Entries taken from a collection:
──────────

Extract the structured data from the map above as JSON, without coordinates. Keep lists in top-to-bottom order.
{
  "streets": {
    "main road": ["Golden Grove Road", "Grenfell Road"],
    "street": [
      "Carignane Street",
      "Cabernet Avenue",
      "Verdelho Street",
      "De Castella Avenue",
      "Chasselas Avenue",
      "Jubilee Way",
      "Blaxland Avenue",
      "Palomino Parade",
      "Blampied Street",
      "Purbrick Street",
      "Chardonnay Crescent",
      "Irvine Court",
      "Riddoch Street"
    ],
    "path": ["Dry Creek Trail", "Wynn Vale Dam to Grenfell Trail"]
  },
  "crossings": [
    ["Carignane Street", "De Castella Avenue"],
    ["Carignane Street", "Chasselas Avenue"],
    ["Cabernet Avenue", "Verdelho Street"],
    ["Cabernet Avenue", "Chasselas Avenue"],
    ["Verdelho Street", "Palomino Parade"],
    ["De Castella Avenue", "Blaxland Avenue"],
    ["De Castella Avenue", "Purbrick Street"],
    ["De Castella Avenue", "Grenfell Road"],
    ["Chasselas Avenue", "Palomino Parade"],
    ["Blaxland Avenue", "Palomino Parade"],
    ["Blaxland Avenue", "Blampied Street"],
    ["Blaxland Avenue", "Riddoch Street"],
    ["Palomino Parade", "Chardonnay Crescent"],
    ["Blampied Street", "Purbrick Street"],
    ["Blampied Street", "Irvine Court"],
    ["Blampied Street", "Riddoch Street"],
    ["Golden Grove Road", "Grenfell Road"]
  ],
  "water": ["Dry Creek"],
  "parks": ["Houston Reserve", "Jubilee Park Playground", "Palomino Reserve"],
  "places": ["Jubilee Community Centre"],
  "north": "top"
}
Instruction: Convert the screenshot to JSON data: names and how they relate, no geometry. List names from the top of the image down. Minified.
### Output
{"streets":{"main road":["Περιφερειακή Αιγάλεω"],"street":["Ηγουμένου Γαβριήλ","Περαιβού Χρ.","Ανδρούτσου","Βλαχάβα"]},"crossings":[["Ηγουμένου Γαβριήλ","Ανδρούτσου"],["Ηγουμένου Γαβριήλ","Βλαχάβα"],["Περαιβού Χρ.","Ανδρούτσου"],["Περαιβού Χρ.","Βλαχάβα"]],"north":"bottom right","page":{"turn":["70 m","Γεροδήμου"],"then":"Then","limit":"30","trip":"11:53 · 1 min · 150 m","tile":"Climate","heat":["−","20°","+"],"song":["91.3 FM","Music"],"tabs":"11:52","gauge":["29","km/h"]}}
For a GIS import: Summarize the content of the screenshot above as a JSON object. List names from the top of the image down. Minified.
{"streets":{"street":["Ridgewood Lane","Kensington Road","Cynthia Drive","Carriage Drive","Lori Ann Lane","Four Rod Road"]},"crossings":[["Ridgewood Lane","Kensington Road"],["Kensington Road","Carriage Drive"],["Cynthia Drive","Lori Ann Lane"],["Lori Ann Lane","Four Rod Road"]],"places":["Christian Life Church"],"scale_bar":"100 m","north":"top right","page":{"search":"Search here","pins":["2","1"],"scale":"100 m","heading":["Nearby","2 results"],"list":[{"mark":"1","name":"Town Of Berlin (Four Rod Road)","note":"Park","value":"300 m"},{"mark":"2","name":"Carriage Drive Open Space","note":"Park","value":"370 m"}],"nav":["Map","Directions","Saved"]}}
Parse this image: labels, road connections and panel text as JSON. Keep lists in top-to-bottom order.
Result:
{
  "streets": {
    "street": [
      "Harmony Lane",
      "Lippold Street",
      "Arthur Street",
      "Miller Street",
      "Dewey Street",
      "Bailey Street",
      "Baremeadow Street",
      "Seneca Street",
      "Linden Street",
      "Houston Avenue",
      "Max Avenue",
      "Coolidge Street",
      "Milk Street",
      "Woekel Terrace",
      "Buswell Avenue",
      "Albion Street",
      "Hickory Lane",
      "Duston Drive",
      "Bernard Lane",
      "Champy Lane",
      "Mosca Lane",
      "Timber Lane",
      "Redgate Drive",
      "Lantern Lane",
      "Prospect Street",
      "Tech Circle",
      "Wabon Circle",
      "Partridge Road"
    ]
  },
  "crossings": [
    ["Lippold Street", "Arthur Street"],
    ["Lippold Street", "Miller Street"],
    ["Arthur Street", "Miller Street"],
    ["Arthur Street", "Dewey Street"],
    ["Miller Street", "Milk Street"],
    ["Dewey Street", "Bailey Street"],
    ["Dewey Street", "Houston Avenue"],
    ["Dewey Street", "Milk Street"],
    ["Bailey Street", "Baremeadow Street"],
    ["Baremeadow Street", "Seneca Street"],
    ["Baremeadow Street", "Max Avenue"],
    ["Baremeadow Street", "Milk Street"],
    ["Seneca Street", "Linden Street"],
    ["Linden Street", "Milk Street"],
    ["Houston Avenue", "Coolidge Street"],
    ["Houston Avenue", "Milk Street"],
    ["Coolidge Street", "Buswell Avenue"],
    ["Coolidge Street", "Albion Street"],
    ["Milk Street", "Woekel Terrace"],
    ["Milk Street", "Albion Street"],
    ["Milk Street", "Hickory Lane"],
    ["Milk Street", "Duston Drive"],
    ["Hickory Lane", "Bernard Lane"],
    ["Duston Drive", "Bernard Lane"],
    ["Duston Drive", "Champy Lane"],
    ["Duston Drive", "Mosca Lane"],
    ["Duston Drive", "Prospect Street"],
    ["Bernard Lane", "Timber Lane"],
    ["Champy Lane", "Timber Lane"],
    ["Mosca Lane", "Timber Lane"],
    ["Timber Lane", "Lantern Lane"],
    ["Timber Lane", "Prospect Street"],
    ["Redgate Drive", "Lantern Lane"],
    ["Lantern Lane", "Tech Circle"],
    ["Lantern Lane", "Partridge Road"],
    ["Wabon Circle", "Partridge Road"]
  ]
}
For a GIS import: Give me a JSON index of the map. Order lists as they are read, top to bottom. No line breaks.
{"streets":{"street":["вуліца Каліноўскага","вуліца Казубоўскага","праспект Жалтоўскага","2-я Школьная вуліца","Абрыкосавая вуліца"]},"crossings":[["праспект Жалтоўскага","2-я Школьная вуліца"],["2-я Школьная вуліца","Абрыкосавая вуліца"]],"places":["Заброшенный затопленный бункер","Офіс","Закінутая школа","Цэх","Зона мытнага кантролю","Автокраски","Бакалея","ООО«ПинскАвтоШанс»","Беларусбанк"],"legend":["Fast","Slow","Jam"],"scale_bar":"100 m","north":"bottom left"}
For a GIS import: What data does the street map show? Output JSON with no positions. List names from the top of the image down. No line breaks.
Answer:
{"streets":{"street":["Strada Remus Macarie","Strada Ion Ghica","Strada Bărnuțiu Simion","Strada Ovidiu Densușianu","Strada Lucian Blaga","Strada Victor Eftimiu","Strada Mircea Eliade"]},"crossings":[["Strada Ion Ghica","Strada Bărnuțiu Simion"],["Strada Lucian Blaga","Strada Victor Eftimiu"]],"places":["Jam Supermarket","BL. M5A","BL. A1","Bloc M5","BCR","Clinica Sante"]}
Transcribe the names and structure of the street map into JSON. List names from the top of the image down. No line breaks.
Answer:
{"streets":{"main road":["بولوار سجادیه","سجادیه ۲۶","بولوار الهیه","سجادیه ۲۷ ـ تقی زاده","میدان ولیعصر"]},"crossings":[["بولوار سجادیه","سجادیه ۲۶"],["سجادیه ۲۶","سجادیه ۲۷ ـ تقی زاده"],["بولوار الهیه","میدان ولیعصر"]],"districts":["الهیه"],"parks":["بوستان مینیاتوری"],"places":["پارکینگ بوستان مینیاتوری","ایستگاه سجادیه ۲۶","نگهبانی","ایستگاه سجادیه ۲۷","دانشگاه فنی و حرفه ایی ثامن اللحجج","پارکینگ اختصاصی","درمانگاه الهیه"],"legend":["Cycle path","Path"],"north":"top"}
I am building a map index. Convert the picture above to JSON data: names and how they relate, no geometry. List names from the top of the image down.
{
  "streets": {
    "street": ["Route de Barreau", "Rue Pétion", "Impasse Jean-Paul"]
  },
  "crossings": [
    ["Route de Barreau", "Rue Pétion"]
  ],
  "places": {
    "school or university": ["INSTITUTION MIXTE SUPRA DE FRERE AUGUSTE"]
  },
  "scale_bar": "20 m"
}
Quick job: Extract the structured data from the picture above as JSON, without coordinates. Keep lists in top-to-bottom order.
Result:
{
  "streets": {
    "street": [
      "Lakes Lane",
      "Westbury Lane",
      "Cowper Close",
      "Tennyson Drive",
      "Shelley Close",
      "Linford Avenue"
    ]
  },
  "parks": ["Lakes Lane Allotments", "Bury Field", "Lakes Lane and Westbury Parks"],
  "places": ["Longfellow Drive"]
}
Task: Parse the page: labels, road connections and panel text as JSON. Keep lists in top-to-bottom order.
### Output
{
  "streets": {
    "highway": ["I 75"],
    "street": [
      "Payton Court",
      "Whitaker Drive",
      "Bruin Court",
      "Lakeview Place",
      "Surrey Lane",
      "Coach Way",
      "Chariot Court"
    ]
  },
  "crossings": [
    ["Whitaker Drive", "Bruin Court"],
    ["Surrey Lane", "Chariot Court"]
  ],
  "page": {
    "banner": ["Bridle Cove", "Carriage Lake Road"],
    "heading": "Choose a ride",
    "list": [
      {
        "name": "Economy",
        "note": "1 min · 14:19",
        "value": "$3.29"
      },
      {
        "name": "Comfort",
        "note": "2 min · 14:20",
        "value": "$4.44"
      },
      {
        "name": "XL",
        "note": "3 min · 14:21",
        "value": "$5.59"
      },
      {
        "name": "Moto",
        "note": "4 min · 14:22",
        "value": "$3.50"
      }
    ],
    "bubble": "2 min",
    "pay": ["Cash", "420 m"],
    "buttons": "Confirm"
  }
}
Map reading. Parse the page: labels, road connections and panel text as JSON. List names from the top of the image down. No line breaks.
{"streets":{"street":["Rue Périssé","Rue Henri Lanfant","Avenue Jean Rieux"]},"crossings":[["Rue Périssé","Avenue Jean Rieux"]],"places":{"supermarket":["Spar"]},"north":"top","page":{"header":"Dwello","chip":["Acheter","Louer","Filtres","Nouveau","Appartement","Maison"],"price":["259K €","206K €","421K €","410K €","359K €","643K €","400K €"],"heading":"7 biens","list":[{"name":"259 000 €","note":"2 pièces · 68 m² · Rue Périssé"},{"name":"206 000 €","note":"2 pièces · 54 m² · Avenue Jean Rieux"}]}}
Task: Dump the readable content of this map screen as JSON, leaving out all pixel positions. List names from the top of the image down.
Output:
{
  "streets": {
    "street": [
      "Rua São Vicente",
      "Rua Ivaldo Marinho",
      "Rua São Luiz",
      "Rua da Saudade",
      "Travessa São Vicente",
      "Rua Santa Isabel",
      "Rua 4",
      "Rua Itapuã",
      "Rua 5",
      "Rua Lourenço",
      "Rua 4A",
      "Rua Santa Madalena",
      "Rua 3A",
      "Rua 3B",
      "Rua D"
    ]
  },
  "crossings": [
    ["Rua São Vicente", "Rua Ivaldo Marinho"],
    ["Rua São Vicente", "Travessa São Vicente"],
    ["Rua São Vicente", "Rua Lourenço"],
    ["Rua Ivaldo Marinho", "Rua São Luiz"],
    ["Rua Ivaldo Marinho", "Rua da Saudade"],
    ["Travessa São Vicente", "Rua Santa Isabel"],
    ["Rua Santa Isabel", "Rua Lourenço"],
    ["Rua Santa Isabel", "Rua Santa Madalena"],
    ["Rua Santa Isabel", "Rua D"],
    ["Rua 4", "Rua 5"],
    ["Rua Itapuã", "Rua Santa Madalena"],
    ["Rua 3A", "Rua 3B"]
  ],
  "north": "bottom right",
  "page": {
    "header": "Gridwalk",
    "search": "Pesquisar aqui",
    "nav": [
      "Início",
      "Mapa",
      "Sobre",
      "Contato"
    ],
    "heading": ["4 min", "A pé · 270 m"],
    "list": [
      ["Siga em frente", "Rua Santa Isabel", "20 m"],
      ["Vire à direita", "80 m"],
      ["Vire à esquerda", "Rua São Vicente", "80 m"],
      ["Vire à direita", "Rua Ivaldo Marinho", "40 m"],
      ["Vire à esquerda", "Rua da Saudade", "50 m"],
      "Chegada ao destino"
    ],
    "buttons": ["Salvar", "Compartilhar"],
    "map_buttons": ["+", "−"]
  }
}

──────────

§ **Exercise**
Lines containing the word "Dewey" must be found in the data above and copied.

§ **Answer**
      "Dewey Street",
    ["Arthur Street", "Dewey Street"],
    ["Dewey Street", "Bailey Street"],
    ["Dewey Street", "Houston Avenue"],
    ["Dewey Street", "Milk Street"],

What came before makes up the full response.